Presque invisible, à la limite placé en contrebande, la Xbox 360 de Microsoft cache un joyau. Planqué dans son système, sans aucun effet d’annonce, pas la moindre trace, ni le plus petit signe, il faut presque un hasard pour le découvrir, une clé, un sésame digne d’un jeu vidéo. Un code, une combinaison ? Un simple CD, c’est tout ce qu’il faut pour ouvrir la porte vers Neon. Qu’est-ce que Neon ? Un « lightsynth », un synthétiseur de lumières changeant de formes en rythme avec la musique. On a tous vu un lightsynth, comme économiseur d’écran sur Pc, sur Mac, sur Playstation 1. Mais Neon est différent, il est la forme la plus achevée et pensé du lightsynth, ce n’est pas un simple gadget, une combinaison aléatoire programmée rapidement. Derrière Neon se cache Jeff Minter de Llamasoft, cet ex codeur de quelques jeux devenus cultes durant les golden eighties. Age d’or d’une informatique triomphante où les nerds prirent le pouvoir avec leurs lunettes de myope et leur clavier sous le bras.

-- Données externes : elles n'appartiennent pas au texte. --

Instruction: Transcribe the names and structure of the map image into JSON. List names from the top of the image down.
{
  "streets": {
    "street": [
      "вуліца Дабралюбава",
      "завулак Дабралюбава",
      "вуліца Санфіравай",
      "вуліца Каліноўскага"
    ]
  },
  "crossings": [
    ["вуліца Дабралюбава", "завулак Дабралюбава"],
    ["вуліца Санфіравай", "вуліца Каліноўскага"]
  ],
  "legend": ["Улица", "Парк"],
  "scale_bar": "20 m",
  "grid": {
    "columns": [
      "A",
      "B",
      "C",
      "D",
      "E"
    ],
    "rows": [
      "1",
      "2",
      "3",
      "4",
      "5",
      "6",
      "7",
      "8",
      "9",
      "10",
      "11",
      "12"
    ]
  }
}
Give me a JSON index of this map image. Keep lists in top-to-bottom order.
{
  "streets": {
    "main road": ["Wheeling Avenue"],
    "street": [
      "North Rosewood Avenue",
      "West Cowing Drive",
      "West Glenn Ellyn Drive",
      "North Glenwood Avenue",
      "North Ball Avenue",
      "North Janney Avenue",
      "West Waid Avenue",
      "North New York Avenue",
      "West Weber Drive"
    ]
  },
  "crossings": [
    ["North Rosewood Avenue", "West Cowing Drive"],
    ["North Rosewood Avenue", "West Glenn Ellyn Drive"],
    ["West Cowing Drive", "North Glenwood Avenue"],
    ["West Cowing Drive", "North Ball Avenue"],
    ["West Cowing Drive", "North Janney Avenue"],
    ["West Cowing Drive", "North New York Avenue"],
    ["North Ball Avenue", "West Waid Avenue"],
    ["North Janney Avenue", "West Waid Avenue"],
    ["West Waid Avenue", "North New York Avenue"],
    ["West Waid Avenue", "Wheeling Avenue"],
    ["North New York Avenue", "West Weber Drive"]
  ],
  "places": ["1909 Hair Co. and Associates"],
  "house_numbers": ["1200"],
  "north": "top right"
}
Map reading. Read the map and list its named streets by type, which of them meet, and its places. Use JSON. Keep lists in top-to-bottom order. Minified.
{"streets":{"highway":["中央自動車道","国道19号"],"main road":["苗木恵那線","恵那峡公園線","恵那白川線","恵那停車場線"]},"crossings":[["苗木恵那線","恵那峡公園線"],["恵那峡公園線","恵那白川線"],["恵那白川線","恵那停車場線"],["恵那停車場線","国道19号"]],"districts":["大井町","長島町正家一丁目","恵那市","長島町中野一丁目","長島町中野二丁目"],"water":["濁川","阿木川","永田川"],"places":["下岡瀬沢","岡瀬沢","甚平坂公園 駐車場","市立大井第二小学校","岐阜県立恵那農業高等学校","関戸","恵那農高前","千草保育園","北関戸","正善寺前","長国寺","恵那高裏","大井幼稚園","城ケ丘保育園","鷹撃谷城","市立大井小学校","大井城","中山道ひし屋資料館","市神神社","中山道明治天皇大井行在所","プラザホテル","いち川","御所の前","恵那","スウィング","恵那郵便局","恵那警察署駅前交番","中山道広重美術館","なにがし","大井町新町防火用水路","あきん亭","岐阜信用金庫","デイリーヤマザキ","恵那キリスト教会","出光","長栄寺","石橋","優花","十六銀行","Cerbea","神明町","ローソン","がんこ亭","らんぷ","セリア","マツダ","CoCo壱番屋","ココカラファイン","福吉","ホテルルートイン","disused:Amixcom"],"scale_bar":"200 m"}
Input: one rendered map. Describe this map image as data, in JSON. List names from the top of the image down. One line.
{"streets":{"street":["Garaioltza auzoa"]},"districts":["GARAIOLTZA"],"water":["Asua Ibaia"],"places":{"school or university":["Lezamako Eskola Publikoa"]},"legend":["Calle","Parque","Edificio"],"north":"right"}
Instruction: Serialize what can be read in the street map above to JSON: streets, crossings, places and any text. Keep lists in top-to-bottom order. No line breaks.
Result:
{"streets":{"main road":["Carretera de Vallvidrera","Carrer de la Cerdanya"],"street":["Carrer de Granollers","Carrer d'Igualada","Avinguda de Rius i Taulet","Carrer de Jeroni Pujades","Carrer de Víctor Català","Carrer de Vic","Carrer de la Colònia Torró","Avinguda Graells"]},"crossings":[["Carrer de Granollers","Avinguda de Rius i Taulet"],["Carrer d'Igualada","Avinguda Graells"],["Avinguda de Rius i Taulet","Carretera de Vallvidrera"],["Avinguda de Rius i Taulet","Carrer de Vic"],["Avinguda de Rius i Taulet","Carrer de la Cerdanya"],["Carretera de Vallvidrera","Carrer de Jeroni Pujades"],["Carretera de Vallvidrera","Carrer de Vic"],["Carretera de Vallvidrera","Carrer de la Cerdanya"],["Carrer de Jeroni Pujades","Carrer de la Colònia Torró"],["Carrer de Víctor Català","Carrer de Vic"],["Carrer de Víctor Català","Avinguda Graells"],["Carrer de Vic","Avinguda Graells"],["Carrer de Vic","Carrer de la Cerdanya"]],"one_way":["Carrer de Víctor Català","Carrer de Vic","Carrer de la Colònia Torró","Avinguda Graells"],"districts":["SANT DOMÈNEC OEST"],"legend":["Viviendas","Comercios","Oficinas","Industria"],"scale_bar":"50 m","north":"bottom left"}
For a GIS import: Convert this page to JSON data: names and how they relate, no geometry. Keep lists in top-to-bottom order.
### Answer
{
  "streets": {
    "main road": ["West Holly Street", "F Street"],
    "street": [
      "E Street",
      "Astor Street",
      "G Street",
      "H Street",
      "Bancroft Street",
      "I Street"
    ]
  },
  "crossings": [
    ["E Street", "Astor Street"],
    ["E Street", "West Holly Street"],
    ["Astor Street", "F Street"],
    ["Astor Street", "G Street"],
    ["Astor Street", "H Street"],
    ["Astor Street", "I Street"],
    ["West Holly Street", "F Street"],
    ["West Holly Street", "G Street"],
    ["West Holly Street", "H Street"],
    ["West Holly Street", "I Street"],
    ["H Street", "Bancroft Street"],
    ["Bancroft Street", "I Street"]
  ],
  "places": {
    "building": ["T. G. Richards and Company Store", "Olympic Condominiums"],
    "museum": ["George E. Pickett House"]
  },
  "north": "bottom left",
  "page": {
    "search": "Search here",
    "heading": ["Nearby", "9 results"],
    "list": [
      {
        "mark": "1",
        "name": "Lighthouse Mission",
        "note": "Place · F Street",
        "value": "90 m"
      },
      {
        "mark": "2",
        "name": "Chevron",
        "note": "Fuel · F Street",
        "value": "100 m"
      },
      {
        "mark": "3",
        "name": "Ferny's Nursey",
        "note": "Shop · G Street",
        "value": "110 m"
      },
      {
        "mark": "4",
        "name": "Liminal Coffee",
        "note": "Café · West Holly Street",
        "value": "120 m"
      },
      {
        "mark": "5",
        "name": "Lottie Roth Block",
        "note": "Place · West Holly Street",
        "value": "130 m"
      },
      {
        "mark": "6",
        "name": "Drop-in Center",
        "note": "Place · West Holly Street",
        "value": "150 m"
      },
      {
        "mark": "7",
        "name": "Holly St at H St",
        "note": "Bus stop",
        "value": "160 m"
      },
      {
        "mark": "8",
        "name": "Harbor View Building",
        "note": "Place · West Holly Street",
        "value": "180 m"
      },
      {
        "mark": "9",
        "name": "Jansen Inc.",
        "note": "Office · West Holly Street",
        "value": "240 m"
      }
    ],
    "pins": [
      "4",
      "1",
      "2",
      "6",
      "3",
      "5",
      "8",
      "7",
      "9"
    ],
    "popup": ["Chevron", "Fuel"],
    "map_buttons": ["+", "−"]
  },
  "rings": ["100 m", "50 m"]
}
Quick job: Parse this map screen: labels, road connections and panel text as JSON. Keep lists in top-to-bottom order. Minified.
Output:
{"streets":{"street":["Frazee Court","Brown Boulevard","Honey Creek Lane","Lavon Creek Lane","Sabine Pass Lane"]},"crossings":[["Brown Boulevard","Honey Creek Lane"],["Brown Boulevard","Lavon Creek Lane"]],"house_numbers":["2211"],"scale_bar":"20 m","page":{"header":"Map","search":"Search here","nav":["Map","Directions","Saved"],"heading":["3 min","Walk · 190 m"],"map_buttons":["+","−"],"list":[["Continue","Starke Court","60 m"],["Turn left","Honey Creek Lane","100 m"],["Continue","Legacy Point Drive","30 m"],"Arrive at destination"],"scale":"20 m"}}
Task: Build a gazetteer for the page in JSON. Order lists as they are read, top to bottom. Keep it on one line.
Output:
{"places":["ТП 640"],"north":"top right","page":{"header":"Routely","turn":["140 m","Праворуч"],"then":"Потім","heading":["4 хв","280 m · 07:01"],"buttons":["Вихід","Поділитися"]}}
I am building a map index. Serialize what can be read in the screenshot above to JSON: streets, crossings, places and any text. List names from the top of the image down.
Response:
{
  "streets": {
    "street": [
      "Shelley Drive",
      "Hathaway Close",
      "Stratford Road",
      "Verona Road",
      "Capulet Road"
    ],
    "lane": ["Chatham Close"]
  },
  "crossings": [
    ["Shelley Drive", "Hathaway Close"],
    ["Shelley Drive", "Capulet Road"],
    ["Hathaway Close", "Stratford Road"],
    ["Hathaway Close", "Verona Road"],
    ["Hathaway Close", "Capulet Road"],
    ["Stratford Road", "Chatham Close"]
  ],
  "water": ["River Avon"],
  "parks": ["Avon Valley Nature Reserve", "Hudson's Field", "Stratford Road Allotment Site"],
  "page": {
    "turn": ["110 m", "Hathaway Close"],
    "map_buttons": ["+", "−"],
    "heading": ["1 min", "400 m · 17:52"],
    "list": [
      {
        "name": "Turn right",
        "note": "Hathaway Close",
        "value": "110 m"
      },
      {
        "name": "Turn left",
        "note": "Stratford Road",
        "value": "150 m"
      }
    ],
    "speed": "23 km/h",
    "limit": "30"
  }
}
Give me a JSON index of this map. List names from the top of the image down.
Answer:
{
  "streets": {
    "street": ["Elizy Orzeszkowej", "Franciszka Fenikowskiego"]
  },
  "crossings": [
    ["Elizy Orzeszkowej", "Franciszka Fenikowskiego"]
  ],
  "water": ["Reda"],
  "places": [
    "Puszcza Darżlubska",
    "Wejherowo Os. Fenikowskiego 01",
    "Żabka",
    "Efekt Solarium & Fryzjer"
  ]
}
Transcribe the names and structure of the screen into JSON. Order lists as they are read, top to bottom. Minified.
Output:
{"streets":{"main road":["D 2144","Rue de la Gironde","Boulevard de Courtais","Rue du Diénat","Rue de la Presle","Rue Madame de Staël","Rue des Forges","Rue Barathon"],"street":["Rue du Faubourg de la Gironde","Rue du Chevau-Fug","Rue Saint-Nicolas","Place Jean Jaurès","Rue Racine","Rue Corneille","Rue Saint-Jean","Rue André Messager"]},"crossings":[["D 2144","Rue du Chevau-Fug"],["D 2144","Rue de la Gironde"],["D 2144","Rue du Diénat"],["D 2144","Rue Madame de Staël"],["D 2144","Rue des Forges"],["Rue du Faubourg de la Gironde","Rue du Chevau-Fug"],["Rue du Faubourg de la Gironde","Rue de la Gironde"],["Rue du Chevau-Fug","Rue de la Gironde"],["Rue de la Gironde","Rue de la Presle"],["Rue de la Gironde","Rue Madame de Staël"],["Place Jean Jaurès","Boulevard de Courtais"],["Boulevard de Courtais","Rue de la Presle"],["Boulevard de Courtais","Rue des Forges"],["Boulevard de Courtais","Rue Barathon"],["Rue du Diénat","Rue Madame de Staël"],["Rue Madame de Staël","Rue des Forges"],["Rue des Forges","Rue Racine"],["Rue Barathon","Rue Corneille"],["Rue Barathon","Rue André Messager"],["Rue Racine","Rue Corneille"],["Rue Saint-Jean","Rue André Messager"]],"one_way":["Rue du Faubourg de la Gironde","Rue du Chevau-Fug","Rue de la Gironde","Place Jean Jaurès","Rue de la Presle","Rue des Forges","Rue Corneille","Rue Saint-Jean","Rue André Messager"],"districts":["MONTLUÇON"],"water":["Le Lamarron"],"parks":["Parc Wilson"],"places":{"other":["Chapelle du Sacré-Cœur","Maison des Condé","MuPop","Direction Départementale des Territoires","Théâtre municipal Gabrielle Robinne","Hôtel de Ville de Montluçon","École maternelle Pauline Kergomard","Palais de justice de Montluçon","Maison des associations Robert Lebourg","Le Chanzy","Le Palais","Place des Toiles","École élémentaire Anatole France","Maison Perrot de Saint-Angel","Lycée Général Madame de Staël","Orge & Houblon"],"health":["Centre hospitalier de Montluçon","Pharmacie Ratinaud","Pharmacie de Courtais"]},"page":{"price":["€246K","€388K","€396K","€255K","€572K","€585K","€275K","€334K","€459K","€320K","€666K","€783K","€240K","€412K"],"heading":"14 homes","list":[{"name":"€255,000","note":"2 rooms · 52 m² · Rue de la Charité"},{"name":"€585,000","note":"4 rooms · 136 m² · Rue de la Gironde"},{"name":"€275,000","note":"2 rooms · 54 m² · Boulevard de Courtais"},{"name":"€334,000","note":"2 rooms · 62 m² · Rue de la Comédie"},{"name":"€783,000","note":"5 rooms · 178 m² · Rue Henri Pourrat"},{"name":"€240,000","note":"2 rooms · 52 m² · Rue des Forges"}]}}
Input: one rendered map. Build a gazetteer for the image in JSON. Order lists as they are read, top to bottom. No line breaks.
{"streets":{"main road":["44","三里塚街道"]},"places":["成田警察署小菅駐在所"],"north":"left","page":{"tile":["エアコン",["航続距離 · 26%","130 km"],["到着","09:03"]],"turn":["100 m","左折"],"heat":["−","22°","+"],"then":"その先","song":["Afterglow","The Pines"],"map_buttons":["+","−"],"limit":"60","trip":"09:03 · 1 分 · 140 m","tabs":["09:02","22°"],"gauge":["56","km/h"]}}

Devenue une industrie hégémonique et omniprésente, on oublie que l’informatique fût d’abord un bastion de marginaux. Si aujourd’hui la figure continue pourtant de tenir bon (entre pirates et hackers), l’informaticien se plie d’abord volontiers à la loi du marché, il n’y a pas plus libéral que lui. La reconnaissance de son talent, son génie, se concrétisant généralement par son intégration dans le capital et la suprématie économique qu’il y acquière. Mais à ce jeu de rôle, même les plus intégrés, les plus formatés, continuent de se fabriquer une image de marginaux. Avec Neon, il se passe quelque chose dont l’ambiguïté témoigne de ce double mouvement d’intégration et d’exclusion, de cette marge qui continue d’exister parfois depuis le centre. Le voyage psychédélique auquel nous convie Jeff Minter s’inscrivant comme un moment de survivance de contre-culture (le propre de la gauche), depuis le noyau d’une machine symbolisant la réussite absolue et définitive du capitalisme global.
Ce spectre californien, réminiscences du mouvement psychédélique, de Timothy Leary, Ken Kesey, des orgies au LSD avec les premières raves party au son des Grateful Dead, des paroles et musiques des 13th Floor Elevators, on ne l’attendait pas au cœur de Microsoft. Gravé dans la matrice de sa console phare. On se demande encore si certains packs ne contiennent pas quelques sachets d’herbes ou buvards d’acid. Cherchez bien, qui sait ? Et puis le vert est la couleur de la console. Car il ne faut pas se voiler la face, Neon est une expérience de fumeur de joint, un trip à explorer d’abord sous l’effet des drogues. Non que sa beauté hypnotique nécessite impérativement leur usage, mais parce que sa conception est étroitement liée à elles. L’expérience psychédélique est si proche des drogues et d’abord du LSD, qu’il est peu probable d’explorer à sa juste mesure l’expérience de Jeff Minter sans imaginer en faire usage.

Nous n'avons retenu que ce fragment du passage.